At the centre of the series stands Jacob Elordi, a figure whose presence carries both modern glamour and vulnerable introspection. In recent years he has emerged as one of the most compelling actors of his generation, known for roles that explore desire, memory and emotional tension.
In Michals world Elordi becomes more than a model. He becomes a dreamer, a wanderer through the spaces of the mind. He appears against walls that seem to breathe, next to props that feel symbolic rather than functional, and within scenes that are staged but never static.
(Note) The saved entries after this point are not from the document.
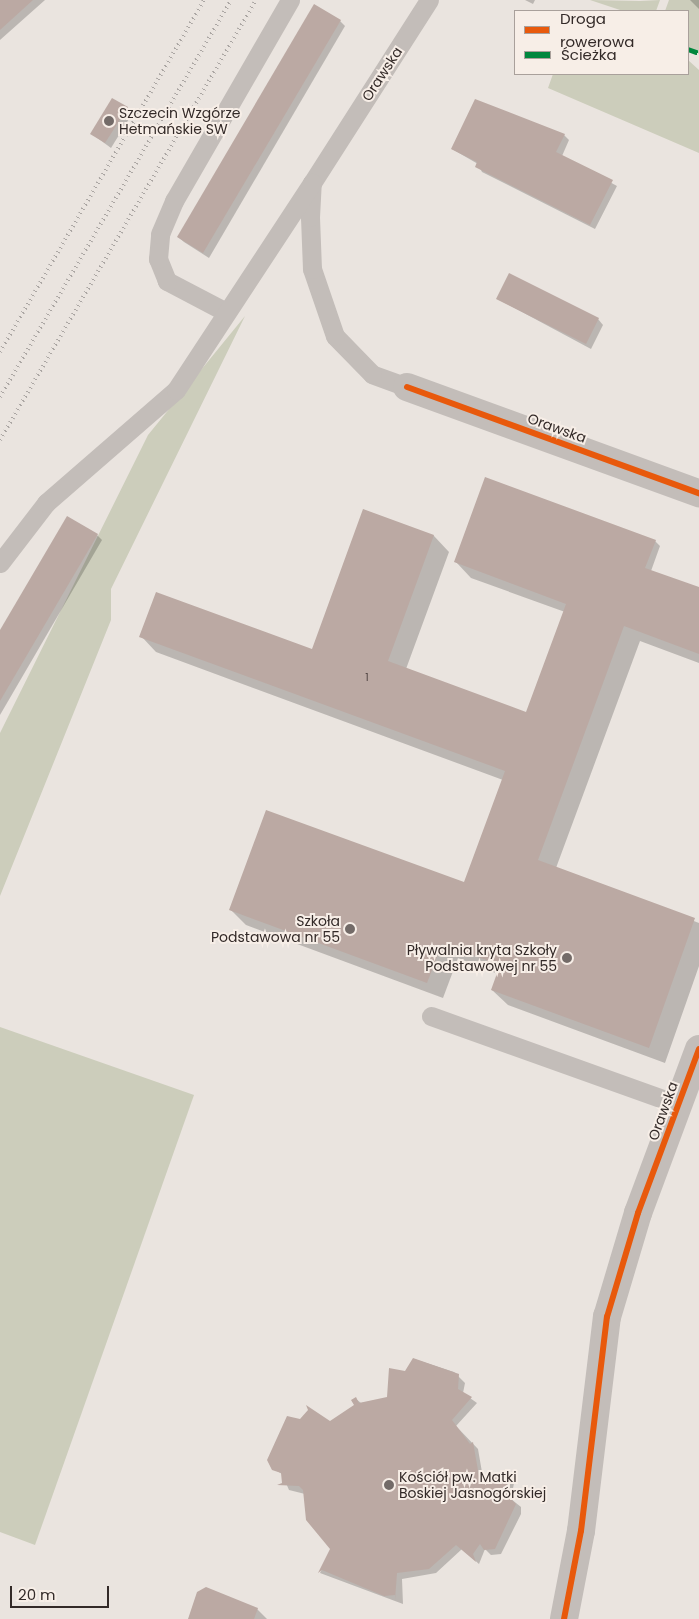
<!DOCTYPE html>
<meta charset="utf-8">
<style>
body{margin:0}
#map{position:relative;width:699px;height:1619px;overflow:hidden;background:#eae4df;font-family:Poppins,sans-serif}
div>[style]{position:absolute}
.green>*{inset:0;background:#cccdbb}
.shadow>*{inset:0;background:#0003}
.building>*{inset:0;background:#bba9a3}
.lane>*{height:19px;margin:-9.5px;padding:0 9.5px;transform-origin:9.5px;border-radius:9.5px;background:#c3bdb9}
.street>*{height:28px;margin:-14px;padding:0 14px;transform-origin:14px;border-radius:14px;background:#c3bdb9}
.rail>*{height:4px;margin-top:-2px;transform-origin:0;background:repeating-linear-gradient(90deg,#aba6a3 0 1px,transparent 0 5px)}
.quiet>*{height:5px;margin-top:-2.5px;transform-origin:0;background:repeating-linear-gradient(90deg,#00873e 0 10px,transparent 0 15px)}
.cycleway>*{height:6px;margin:-3px;padding:0 3px;transform-origin:3px;border-radius:3px;background:#e8590c}
.dots>*{width:14px;height:14px;translate:-50% -50%;box-sizing:border-box;border:2px solid #f7eee7;border-radius:50%}
span{translate:-50% -50%;white-space:nowrap;text-align:center;line-height:1.15;-webkit-text-stroke:4px #f7eee7;paint-order:stroke}
.number-label{font-size:11px;color:#554a47}
.number-label span{-webkit-text-stroke-width:0}
.street-label{font-size:14px;color:#332a28}
.poi-label{font-size:14px;color:#332a28}
.left{translate:0 -50%;text-align:left}
.right{translate:-100% -50%;text-align:right}
.legend{position:absolute;left:514px;top:10px;width:175px;height:65px;box-sizing:border-box;background:#f7eee7;border:1px solid #a9a09b;margin:0;padding:6px 9px;list-style:none;font-size:15px;color:#332a28}
.legend li{display:flex;align-items:center;gap:10px;height:25px}
.legend b{width:25px;border:1px solid #a9a09b}
.scale{position:absolute;left:10px;top:1586px;width:99px;height:22px;box-sizing:border-box;border:2px solid #332a28;border-top:0;padding-left:6px;font-size:15px;line-height:18px;white-space:nowrap;color:#332a28;-webkit-text-stroke:4px #f7eee7;paint-order:stroke}
</style>
<div id="map">
<div class="green">
<div style="clip-path:polygon(590px 0,640px 1px,660px 0,656px 11px,623px 11px)"></div>
<div style="clip-path:polygon(669px 0,699px 0,699px 54px,688px 47px,688px 11px,665px 11px)"></div>
<div style="clip-path:polygon(688px 60px,699px 70px,699px 153px,548px 88px,553px 74px,688px 74px)"></div>
<div style="clip-path:polygon(245px 316px,111px 589px,111px 620px,0 896px,0 733px,148px 435px)"></div>
<div style="clip-path:polygon(0 1027px,194px 1095px,35px 1545px,0 1532px)"></div>
</div>
<div class="shadow">
<div style="clip-path:polygon(0 0,45px 0,0 40px)"></div>
<div style="clip-path:polygon(525px 0,535px 0,533px 4px)"></div>
<div style="clip-path:polygon(690px 0,699px 0,699px 9px)"></div>
<div style="clip-path:polygon(340px 21px,345px 26px,209px 258px,184px 242px,178px 237px)"></div>
<div style="clip-path:polygon(127px 108px,132px 114px,111px 148px,92px 134px)"></div>
<div style="clip-path:polygon(564px 135px,569px 140px,562px 156px,617px 186px,595px 229px,482px 172px,478px 164px,452px 149px)"></div>
<div style="clip-path:polygon(498px 299px,598px 319px,603px 325px,591px 349px)"></div>
<div style="clip-path:polygon(364px 510px,434px 536px,449px 552px,406px 669px,527px 714px,565px 612px,471px 578px,456px 562px,655px 541px,660px 546px,651px 571px,699px 589px,699px 663px,640px 641px,556px 868px,699px 923px,699px 966px,665px 1063px,508px 1005px,492px 990px,498px 974px,458px 958px,443px 998px,246px 925px,231px 910px,465px 884px,503px 780px,156px 652px,141px 636px,312px 651px)"></div>
<div style="clip-path:polygon(97px 535px,102px 540px,0 715px,0 632px)"></div>
<div style="clip-path:polygon(414px 1359px,454px 1372px,465px 1383px,463px 1393px,477px 1403px,456px 1426px,478px 1449px,483px 1478px,509px 1478px,514px 1483px,511px 1499px,521px 1507px,521px 1514px,501px 1554px,491px 1555px,485px 1549px,479px 1564px,462px 1549px,436px 1573px,402px 1579px,403px 1604px,320px 1573px,332px 1549px,305px 1494px,289px 1490px,282px 1474px,274px 1469px,301px 1420px,330px 1422px,355px 1405px,356px 1399px,361px 1403px,388px 1398px)"></div>
<div style="clip-path:polygon(257px 1609px,267px 1619px,189px 1619px)"></div>
</div>
<div class="building">
<div style="clip-path:polygon(0 0,33px 0,0 30px)"></div>
<div style="clip-path:polygon(314px 4px,341px 20px,203px 253px,177px 237px)"></div>
<div style="clip-path:polygon(112px 98px,128px 107px,105px 143px,90px 134px)"></div>
<div style="clip-path:polygon(475px 99px,565px 134px,556px 152px,613px 180px,590px 225px,475px 167px,477px 162px,451px 149px)"></div>
<div style="clip-path:polygon(509px 273px,599px 318px,586px 344px,496px 299px)"></div>
<div style="clip-path:polygon(485px 477px,656px 540px,645px 568px,699px 587px,699px 654px,624px 626px,538px 860px,695px 918px,649px 1048px,491px 990px,500px 965px,442px 944px,427px 983px,229px 910px,266px 810px,464px 882px,505px 771px,139px 637px,156px 592px,312px 649px,363px 509px,434px 535px,388px 661px,526px 712px,566px 604px,454px 562px)"></div>
<div style="clip-path:polygon(67px 516px,98px 534px,0 701px,0 630px)"></div>
<div style="clip-path:polygon(413px 1358px,459px 1374px,458px 1389px,472px 1397px,452px 1420px,470px 1444px,473px 1442px,479px 1476px,509px 1476px,506px 1494px,516px 1504px,495px 1549px,484px 1550px,480px 1544px,473px 1554px,476px 1562px,456px 1545px,429px 1569px,397px 1573px,395px 1600px,395px 1595px,384px 1596px,322px 1570px,318px 1573px,330px 1549px,306px 1520px,303px 1490px,299px 1486px,277px 1485px,282px 1483px,281px 1473px,272px 1470px,267px 1460px,287px 1416px,300px 1419px,308px 1410px,306px 1405px,330px 1421px,354px 1405px,351px 1400px,356px 1397px,359px 1403px,387px 1397px,389px 1368px,405px 1371px)"></div>
<div style="clip-path:polygon(206px 1587px,258px 1608px,254px 1619px,188px 1619px,197px 1592px)"></div>
</div>
<div class="lane">
<div style="left:226px;top:312px;width:67px;rotate:-152.3deg"></div>
<div style="left:167px;top:281px;width:24px;rotate:-112deg"></div>
<div style="left:158px;top:259px;width:25px;rotate:-85deg"></div>
<div style="left:160px;top:234px;width:36px;rotate:-67deg"></div>
<div style="left:174px;top:201px;width:232px;rotate:-60deg"></div>
<div style="left:407px;top:387px;width:37px;rotate:-160deg"></div>
<div style="left:372px;top:374px;width:53px;rotate:-134.2deg"></div>
<div style="left:335px;top:336px;width:71px;rotate:-108.9deg"></div>
<div style="left:312px;top:269px;width:52px;rotate:-92.2deg"></div>
<div style="left:310px;top:217px;width:34px;rotate:-87deg"></div>
<div style="left:312px;top:183px;width:217px;rotate:-57.4deg"></div>
<div style="left:0;top:563px;width:76px;rotate:-52.5deg"></div>
<div style="left:46px;top:503px;width:172px;rotate:-41deg"></div>
<div style="left:176px;top:390px;width:248px;rotate:-56.7deg"></div>
<div style="left:431px;top:1016px;width:263px;rotate:19.7deg"></div>
</div>
<div class="street">
<div style="left:407px;top:387px;width:311px;rotate:20deg"></div>
<div style="left:564px;top:1619px;width:90px;rotate:-79.1deg"></div>
<div style="left:581px;top:1531px;width:216px;rotate:-83.1deg"></div>
<div style="left:607px;top:1317px;width:109px;rotate:-73.4deg"></div>
<div style="left:638px;top:1213px;width:175px;rotate:-69.6deg"></div>
</div>
<div class="rail">
<div style="left:0;top:352px;width:407px;rotate:-59.9deg"></div>
<div style="left:0;top:397px;width:459px;rotate:-59.8deg"></div>
<div style="left:0;top:440px;width:509px;rotate:-59.81deg"></div>
</div>
<div class="quiet">
<div style="left:688px;top:49px;width:12px;rotate:20deg"></div>
</div>
<div class="cycleway">
<div style="left:407px;top:387px;width:311px;rotate:20deg"></div>
<div style="left:564px;top:1619px;width:90px;rotate:-79.1deg"></div>
<div style="left:581px;top:1531px;width:216px;rotate:-83.1deg"></div>
<div style="left:607px;top:1317px;width:109px;rotate:-73.4deg"></div>
<div style="left:638px;top:1213px;width:175px;rotate:-69.6deg"></div>
</div>
<div class="dots">
<div style="left:109px;top:121px;background:#736b68"></div>
<div style="left:350px;top:929px;background:#736b68"></div>
<div style="left:567px;top:958px;background:#736b68"></div>
<div style="left:389px;top:1485px;background:#736b68"></div>
</div>
<div class="number-label">
<span style="left:367px;top:677px">1</span>
</div>
<div class="street-label">
<span style="left:382px;top:74px;rotate:-57deg">Orawska</span>
<span style="left:557px;top:428px;rotate:20deg">Orawska</span>
<span style="left:663px;top:1111px;rotate:-70deg">Orawska</span>
</div>
<div class="poi-label">
<span class="left" style="left:119px;top:121px">Szczecin Wzgórze<br>Hetmańskie SW</span>
<span class="right" style="left:340px;top:929px">Szkoła<br>Podstawowa nr 55</span>
<span class="right" style="left:557px;top:958px">Pływalnia kryta Szkoły<br>Podstawowej nr 55</span>
<span class="left" style="left:399px;top:1485px">Kościół pw. Matki<br>Boskiej Jasnogórskiej</span>
</div>
<ul class="legend">
<li><b style="height:6px;background:#e8590c"></b>Droga rowerowa</li>
<li><b style="height:6px;background:#00873e"></b>Ścieżka</li>
</ul>
<div class="scale">20 m</div>
</div>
The simplicity of the black and white palette brings new dimensions to his presence. Stripped of colour, his expressions take on a ghostly honesty. Every gesture, every glance, feels suspended in time. He does not perform; he exists. He does not sell; he inhabits.
A Film Built on Poetry
What Are Dreams is anchored by a poem written by Duane Michals in 2001, published in his photo book Questions Without Answers. The poem begins with a simple inquiry, yet expands into an exploration of the surreal landscapes that emerge when the mind drifts into sleep.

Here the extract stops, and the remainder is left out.